### Work to complete:
Once you have read the records below, restate them word for word.

--*--

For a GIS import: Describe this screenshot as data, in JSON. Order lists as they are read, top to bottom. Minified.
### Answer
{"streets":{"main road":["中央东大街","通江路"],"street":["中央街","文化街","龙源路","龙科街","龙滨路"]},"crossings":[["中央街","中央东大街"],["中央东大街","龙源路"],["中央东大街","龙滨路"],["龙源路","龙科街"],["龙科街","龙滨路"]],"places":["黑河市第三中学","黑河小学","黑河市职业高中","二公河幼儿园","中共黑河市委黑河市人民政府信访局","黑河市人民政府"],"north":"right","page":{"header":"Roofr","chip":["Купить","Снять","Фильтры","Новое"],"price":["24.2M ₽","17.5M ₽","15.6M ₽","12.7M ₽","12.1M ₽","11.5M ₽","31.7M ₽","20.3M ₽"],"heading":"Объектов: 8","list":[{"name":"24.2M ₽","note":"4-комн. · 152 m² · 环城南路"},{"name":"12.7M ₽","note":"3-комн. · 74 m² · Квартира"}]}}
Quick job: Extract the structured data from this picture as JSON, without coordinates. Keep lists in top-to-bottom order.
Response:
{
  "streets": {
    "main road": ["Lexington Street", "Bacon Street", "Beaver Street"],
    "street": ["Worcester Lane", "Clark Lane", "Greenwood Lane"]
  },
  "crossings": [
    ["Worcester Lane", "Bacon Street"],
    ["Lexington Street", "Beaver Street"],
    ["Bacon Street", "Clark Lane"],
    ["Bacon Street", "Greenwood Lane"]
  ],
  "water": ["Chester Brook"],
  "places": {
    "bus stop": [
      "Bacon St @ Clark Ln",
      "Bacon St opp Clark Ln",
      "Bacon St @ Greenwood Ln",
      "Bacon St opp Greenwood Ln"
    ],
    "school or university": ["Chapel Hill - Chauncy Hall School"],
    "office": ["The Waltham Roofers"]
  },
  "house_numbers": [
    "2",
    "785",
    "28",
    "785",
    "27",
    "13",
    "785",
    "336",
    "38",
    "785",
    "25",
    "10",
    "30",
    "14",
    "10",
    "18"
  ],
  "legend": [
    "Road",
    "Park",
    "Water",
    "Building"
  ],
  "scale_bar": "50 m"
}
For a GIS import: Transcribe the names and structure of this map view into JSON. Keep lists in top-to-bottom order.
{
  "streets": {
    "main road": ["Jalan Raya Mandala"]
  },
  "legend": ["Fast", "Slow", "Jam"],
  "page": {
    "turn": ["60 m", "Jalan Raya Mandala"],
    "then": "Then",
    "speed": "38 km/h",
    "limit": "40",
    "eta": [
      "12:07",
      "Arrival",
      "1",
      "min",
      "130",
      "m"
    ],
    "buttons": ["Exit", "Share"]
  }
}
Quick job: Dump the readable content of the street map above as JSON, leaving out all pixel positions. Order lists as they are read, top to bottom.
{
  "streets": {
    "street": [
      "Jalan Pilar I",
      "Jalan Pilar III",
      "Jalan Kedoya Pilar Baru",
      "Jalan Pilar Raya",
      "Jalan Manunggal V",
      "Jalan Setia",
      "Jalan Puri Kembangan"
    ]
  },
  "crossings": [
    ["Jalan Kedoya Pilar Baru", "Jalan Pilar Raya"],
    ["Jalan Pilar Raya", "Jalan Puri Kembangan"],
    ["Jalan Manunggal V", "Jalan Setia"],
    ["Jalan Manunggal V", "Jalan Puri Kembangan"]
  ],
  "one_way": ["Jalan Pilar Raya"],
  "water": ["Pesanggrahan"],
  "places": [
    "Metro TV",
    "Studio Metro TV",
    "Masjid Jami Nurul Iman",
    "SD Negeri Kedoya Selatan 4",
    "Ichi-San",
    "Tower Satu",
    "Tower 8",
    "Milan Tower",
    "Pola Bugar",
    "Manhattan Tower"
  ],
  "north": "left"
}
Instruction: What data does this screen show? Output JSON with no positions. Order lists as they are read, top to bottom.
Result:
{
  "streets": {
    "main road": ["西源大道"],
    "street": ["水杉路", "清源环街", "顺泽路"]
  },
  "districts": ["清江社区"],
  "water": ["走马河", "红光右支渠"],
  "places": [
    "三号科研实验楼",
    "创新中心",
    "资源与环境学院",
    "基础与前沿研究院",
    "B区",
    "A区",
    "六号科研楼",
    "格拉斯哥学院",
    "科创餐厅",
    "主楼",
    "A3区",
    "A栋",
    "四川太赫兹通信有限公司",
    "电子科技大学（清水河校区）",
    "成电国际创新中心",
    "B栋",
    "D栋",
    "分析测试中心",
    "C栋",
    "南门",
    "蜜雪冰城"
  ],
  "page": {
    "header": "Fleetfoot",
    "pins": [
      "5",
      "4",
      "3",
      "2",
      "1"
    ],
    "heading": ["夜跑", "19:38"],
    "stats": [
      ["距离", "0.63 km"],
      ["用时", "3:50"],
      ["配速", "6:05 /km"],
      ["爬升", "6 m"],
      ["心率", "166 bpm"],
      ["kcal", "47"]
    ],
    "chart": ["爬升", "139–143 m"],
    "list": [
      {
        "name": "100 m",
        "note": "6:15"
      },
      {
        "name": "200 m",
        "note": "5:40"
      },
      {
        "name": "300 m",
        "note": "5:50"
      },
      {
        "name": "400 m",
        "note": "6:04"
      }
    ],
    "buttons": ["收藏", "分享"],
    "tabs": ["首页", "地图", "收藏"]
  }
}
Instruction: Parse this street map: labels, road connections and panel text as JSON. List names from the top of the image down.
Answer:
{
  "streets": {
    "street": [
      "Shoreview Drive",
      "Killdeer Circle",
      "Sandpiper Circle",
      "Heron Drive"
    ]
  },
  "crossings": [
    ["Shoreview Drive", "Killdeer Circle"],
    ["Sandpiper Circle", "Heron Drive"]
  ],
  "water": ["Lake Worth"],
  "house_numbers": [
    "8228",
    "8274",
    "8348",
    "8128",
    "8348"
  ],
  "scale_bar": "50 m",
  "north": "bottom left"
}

--*--

### Exercise result:
For a GIS import: Describe this screenshot as data, in JSON. Order lists as they are read, top to bottom. Minified.
### Answer
{"streets":{"main road":["中央东大街","通江路"],"street":["中央街","文化街","龙源路","龙科街","龙滨路"]},"crossings":[["中央街","中央东大街"],["中央东大街","龙源路"],["中央东大街","龙滨路"],["龙源路","龙科街"],["龙科街","龙滨路"]],"places":["黑河市第三中学","黑河小学","黑河市职业高中","二公河幼儿园","中共黑河市委黑河市人民政府信访局","黑河市人民政府"],"north":"right","page":{"header":"Roofr","chip":["Купить","Снять","Фильтры","Новое"],"price":["24.2M ₽","17.5M ₽","15.6M ₽","12.7M ₽","12.1M ₽","11.5M ₽","31.7M ₽","20.3M ₽"],"heading":"Объектов: 8","list":[{"name":"24.2M ₽","note":"4-комн. · 152 m² · 环城南路"},{"name":"12.7M ₽","note":"3-комн. · 74 m² · Квартира"}]}}
Quick job: Extract the structured data from this picture as JSON, without coordinates. Keep lists in top-to-bottom order.
Response:
{
  "streets": {
    "main road": ["Lexington Street", "Bacon Street", "Beaver Street"],
    "street": ["Worcester Lane", "Clark Lane", "Greenwood Lane"]
  },
  "crossings": [
    ["Worcester Lane", "Bacon Street"],
    ["Lexington Street", "Beaver Street"],
    ["Bacon Street", "Clark Lane"],
    ["Bacon Street", "Greenwood Lane"]
  ],
  "water": ["Chester Brook"],
  "places": {
    "bus stop": [
      "Bacon St @ Clark Ln",
      "Bacon St opp Clark Ln",
      "Bacon St @ Greenwood Ln",
      "Bacon St opp Greenwood Ln"
    ],
    "school or university": ["Chapel Hill - Chauncy Hall School"],
    "office": ["The Waltham Roofers"]
  },
  "house_numbers": [
    "2",
    "785",
    "28",
    "785",
    "27",
    "13",
    "785",
    "336",
    "38",
    "785",
    "25",
    "10",
    "30",
    "14",
    "10",
    "18"
  ],
  "legend": [
    "Road",
    "Park",
    "Water",
    "Building"
  ],
  "scale_bar": "50 m"
}
For a GIS import: Transcribe the names and structure of this map view into JSON. Keep lists in top-to-bottom order.
{
  "streets": {
    "main road": ["Jalan Raya Mandala"]
  },
  "legend": ["Fast", "Slow", "Jam"],
  "page": {
    "turn": ["60 m", "Jalan Raya Mandala"],
    "then": "Then",
    "speed": "38 km/h",
    "limit": "40",
    "eta": [
      "12:07",
      "Arrival",
      "1",
      "min",
      "130",
      "m"
    ],
    "buttons": ["Exit", "Share"]
  }
}
Quick job: Dump the readable content of the street map above as JSON, leaving out all pixel positions. Order lists as they are read, top to bottom.
{
  "streets": {
    "street": [
      "Jalan Pilar I",
      "Jalan Pilar III",
      "Jalan Kedoya Pilar Baru",
      "Jalan Pilar Raya",
      "Jalan Manunggal V",
      "Jalan Setia",
      "Jalan Puri Kembangan"
    ]
  },
  "crossings": [
    ["Jalan Kedoya Pilar Baru", "Jalan Pilar Raya"],
    ["Jalan Pilar Raya", "Jalan Puri Kembangan"],
    ["Jalan Manunggal V", "Jalan Setia"],
    ["Jalan Manunggal V", "Jalan Puri Kembangan"]
  ],
  "one_way": ["Jalan Pilar Raya"],
  "water": ["Pesanggrahan"],
  "places": [
    "Metro TV",
    "Studio Metro TV",
    "Masjid Jami Nurul Iman",
    "SD Negeri Kedoya Selatan 4",
    "Ichi-San",
    "Tower Satu",
    "Tower 8",
    "Milan Tower",
    "Pola Bugar",
    "Manhattan Tower"
  ],
  "north": "left"
}
Instruction: What data does this screen show? Output JSON with no positions. Order lists as they are read, top to bottom.
Result:
{
  "streets": {
    "main road": ["西源大道"],
    "street": ["水杉路", "清源环街", "顺泽路"]
  },
  "districts": ["清江社区"],
  "water": ["走马河", "红光右支渠"],
  "places": [
    "三号科研实验楼",
    "创新中心",
    "资源与环境学院",
    "基础与前沿研究院",
    "B区",
    "A区",
    "六号科研楼",
    "格拉斯哥学院",
    "科创餐厅",
    "主楼",
    "A3区",
    "A栋",
    "四川太赫兹通信有限公司",
    "电子科技大学（清水河校区）",
    "成电国际创新中心",
    "B栋",
    "D栋",
    "分析测试中心",
    "C栋",
    "南门",
    "蜜雪冰城"
  ],
  "page": {
    "header": "Fleetfoot",
    "pins": [
      "5",
      "4",
      "3",
      "2",
      "1"
    ],
    "heading": ["夜跑", "19:38"],
    "stats": [
      ["距离", "0.63 km"],
      ["用时", "3:50"],
      ["配速", "6:05 /km"],
      ["爬升", "6 m"],
      ["心率", "166 bpm"],
      ["kcal", "47"]
    ],
    "chart": ["爬升", "139–143 m"],
    "list": [
      {
        "name": "100 m",
        "note": "6:15"
      },
      {
        "name": "200 m",
        "note": "5:40"
      },
      {
        "name": "300 m",
        "note": "5:50"
      },
      {
        "name": "400 m",
        "note": "6:04"
      }
    ],
    "buttons": ["收藏", "分享"],
    "tabs": ["首页", "地图", "收藏"]
  }
}
Instruction: Parse this street map: labels, road connections and panel text as JSON. List names from the top of the image down.
Answer:
{
  "streets": {
    "street": [
      "Shoreview Drive",
      "Killdeer Circle",
      "Sandpiper Circle",
      "Heron Drive"
    ]
  },
  "crossings": [
    ["Shoreview Drive", "Killdeer Circle"],
    ["Sandpiper Circle", "Heron Drive"]
  ],
  "water": ["Lake Worth"],
  "house_numbers": [
    "8228",
    "8274",
    "8348",
    "8128",
    "8348"
  ],
  "scale_bar": "50 m",
  "north": "bottom left"
}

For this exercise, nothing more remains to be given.